FIG. 2 shows the head holder in its fully opened state, where the top holding member 14 stands generally upright in a near vertical orientation, and the bottom holding member 12 hangs downward in a near vertical orientation, and the bottom actuating end of the release pin 30 has reached the terminal end of the camming surface 38A at the tip of the arc-shaped cam end of the cam member 38. From this, it will be appreciated that the cam member 38, through continuous contact with the lower actuation end of the release pin 30, maintains the unlocked state of the lock/release mechanism 22 throughout the full opening stroke of the linkage. From the fully opened state of FIG. 2, re-closing of the apparatus simply requires manual grasping of the free end 18A of the operating lever and pulling thereof away from the top holding member 14 and downwardly toward the ground. The tilted locking position of the lock plates 32 places the top perimeter edge of each lock plate's opening into biting engagement with the shaft 24, where attempted upward displacement of the lock housing 26 along the shaft 24 only increases the biting action of the lock plates 32 on the shaft 24, thereby increasing the anti-opening locking force to prevent any movement. On the other hand, during the closing stroke, where the lock housing 26 is forced downwardly along the shaft 24, relative sliding between the shaft 24 and the biting edges of the locking plates is allowed to occur. Accordingly, no lock-release action is required to enable the closing stroke.
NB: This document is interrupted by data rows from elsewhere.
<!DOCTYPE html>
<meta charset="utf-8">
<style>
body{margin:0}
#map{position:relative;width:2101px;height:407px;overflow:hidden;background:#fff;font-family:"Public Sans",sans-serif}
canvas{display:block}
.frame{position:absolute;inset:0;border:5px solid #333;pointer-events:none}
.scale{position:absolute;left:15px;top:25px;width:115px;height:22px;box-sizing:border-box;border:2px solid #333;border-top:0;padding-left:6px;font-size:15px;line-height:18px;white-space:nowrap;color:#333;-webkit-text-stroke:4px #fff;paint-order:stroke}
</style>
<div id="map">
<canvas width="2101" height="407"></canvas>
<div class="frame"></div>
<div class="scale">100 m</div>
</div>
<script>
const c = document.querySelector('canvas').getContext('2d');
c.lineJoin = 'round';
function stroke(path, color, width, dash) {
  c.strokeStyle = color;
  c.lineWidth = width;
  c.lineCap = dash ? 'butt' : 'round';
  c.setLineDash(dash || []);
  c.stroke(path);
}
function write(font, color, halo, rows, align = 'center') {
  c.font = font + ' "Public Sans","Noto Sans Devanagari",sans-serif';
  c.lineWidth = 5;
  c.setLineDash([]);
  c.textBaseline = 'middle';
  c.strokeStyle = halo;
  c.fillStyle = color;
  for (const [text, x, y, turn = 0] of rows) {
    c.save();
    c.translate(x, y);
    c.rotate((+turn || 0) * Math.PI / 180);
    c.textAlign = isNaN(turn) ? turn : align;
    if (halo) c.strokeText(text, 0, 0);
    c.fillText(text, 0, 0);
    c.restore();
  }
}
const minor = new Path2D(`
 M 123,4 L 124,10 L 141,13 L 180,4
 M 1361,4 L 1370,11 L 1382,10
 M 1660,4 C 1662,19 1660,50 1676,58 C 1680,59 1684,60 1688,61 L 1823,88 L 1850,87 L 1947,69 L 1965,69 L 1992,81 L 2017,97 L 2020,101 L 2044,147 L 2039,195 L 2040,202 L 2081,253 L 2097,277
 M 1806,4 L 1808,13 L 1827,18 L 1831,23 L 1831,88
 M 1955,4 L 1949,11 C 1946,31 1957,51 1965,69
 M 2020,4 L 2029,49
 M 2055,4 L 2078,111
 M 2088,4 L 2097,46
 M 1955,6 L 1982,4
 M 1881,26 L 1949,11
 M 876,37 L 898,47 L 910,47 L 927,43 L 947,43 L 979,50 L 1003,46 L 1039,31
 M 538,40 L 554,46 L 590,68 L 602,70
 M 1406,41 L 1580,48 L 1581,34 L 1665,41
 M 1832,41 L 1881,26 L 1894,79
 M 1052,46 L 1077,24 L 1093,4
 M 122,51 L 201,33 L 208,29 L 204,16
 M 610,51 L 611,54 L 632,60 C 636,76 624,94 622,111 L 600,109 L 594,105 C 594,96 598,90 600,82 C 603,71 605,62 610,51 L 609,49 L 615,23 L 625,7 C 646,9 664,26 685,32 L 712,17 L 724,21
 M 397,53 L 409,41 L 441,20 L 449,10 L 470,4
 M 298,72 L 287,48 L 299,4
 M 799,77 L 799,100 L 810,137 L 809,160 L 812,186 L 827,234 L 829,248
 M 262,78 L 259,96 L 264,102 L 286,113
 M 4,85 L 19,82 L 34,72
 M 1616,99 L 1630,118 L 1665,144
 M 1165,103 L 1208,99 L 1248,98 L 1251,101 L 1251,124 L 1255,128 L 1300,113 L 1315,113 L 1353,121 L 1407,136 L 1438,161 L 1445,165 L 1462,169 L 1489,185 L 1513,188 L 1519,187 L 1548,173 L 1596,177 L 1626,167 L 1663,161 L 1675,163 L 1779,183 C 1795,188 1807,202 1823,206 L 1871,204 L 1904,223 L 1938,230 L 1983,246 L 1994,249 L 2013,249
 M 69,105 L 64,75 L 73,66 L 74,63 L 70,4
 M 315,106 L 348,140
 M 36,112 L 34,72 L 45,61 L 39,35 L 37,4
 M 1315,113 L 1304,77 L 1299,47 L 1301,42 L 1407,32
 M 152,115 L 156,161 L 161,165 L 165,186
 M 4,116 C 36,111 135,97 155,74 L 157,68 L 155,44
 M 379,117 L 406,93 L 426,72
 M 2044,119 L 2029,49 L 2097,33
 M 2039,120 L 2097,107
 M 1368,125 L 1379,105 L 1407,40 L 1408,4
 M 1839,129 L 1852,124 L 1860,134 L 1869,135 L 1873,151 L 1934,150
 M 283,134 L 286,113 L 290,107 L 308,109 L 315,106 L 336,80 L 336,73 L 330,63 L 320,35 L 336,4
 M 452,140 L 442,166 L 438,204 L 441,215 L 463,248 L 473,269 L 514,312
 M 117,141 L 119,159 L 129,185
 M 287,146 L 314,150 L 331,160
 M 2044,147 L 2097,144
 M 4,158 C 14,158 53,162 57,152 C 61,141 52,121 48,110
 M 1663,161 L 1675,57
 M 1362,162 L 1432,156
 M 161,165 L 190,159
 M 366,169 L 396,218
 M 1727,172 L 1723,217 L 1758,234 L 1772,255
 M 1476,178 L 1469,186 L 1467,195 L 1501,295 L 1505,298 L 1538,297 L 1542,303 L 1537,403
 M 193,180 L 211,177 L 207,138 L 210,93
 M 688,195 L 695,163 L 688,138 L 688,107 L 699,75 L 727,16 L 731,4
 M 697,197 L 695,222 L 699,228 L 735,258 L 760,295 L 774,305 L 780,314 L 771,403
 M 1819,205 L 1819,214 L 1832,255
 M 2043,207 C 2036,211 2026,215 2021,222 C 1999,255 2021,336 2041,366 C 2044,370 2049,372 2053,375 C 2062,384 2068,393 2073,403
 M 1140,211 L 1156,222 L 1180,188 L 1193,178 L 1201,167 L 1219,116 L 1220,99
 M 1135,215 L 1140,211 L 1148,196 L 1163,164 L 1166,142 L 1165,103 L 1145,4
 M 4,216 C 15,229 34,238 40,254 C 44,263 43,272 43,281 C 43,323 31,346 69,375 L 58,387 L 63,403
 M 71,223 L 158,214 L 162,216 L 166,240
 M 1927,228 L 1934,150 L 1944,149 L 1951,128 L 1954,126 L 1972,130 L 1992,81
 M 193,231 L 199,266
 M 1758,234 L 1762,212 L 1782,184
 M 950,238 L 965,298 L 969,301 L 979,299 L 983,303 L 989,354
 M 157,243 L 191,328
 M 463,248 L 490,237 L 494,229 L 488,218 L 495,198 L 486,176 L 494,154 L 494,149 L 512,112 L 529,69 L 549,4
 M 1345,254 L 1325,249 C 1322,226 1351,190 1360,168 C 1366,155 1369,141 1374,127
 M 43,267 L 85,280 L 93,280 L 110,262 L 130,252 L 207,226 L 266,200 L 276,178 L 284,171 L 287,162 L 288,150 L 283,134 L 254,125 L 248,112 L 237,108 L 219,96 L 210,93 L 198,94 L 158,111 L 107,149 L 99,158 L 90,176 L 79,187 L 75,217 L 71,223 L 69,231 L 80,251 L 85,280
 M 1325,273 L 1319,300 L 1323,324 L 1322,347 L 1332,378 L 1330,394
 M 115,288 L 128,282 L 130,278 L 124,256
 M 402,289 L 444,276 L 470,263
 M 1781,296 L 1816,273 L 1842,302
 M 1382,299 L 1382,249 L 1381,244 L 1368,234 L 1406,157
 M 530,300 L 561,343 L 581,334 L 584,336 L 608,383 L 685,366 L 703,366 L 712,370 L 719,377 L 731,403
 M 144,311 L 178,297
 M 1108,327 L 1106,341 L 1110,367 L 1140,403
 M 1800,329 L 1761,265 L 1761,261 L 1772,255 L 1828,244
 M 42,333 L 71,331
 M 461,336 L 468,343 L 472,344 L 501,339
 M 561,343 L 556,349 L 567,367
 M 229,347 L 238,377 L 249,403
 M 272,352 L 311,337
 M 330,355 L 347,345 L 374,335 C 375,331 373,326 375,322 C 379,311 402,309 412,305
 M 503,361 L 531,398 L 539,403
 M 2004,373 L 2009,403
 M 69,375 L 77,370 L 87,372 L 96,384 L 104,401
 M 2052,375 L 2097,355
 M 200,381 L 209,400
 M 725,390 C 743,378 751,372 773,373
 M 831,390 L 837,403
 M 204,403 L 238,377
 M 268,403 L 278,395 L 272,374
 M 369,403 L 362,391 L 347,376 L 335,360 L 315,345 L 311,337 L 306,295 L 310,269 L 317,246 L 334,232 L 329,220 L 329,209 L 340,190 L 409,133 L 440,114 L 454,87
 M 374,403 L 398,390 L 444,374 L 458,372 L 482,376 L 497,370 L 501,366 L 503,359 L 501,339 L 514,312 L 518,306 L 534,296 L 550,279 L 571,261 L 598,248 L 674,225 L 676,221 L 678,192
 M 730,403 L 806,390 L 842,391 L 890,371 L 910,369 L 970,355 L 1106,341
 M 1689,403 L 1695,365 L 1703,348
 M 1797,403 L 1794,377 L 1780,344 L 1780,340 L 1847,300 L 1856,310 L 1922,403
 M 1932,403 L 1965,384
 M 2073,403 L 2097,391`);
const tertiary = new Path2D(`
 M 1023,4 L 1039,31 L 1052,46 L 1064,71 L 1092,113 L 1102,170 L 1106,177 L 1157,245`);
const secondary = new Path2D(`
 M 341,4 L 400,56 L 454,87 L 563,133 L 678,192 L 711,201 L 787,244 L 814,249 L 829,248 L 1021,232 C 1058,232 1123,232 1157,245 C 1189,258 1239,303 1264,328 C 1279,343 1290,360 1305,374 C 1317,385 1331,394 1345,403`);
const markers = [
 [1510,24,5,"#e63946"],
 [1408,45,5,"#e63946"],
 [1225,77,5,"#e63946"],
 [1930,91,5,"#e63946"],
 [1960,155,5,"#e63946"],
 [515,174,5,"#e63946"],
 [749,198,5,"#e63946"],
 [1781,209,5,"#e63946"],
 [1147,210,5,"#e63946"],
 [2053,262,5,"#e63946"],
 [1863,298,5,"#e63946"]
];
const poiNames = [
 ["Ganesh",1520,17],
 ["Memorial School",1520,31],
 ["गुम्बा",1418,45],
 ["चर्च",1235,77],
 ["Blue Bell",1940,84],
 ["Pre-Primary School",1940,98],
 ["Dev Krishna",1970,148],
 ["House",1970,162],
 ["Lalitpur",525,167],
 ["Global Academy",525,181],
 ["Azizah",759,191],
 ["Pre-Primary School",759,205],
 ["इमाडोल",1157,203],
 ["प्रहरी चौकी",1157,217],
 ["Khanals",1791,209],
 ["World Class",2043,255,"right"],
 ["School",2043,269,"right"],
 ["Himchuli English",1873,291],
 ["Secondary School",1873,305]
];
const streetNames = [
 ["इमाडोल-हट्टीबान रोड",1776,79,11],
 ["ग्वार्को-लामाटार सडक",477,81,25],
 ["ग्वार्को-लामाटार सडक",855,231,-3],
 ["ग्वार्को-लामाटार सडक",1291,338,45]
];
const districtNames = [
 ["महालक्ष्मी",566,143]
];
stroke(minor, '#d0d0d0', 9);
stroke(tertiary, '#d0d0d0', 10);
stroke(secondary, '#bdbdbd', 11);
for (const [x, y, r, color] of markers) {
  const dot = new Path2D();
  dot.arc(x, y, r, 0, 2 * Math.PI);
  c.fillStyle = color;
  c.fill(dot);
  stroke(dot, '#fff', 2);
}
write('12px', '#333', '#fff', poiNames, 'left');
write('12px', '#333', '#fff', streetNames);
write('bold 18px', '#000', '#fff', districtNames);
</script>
Thus far, the foregoing description of the head holder is relatively consistent with that of the prior art design from Applicant's '262 patent, with minor variation, for the purpose of setting one non-limiting example of an operating context for inventive aspects of the present invention, to which attention is now turned. That said, the inventive aspects of the present invention may also be employed on a head holder whose lock and release mechanism 22 is differently configured, and not necessarily released via actuation of the same operating lever 18 by which the opening and closing strokes of the linkage are driven. For example, the inventive aspects of the present invention may alternatively be employed in the context of the even earlier prior art described in the background of Applicant's '262 patent, where the lock housing and mounting plate are pivotally pinned to the frame near the upper outer corner thereof, whose shaft is pivotally pinned to the bottom holding member near the first end thereof, and whose release pin is an L-shaped pin whose bent top end resides outside and above the lock housing and is manually lifted to release the anti-opening locking action of one or more tiltable lock plates on the shaft inside the lock housing, thus requiring two-handed operation to open the head holder: one hand to lift the release pin, and one hand to lift the operating lever 18.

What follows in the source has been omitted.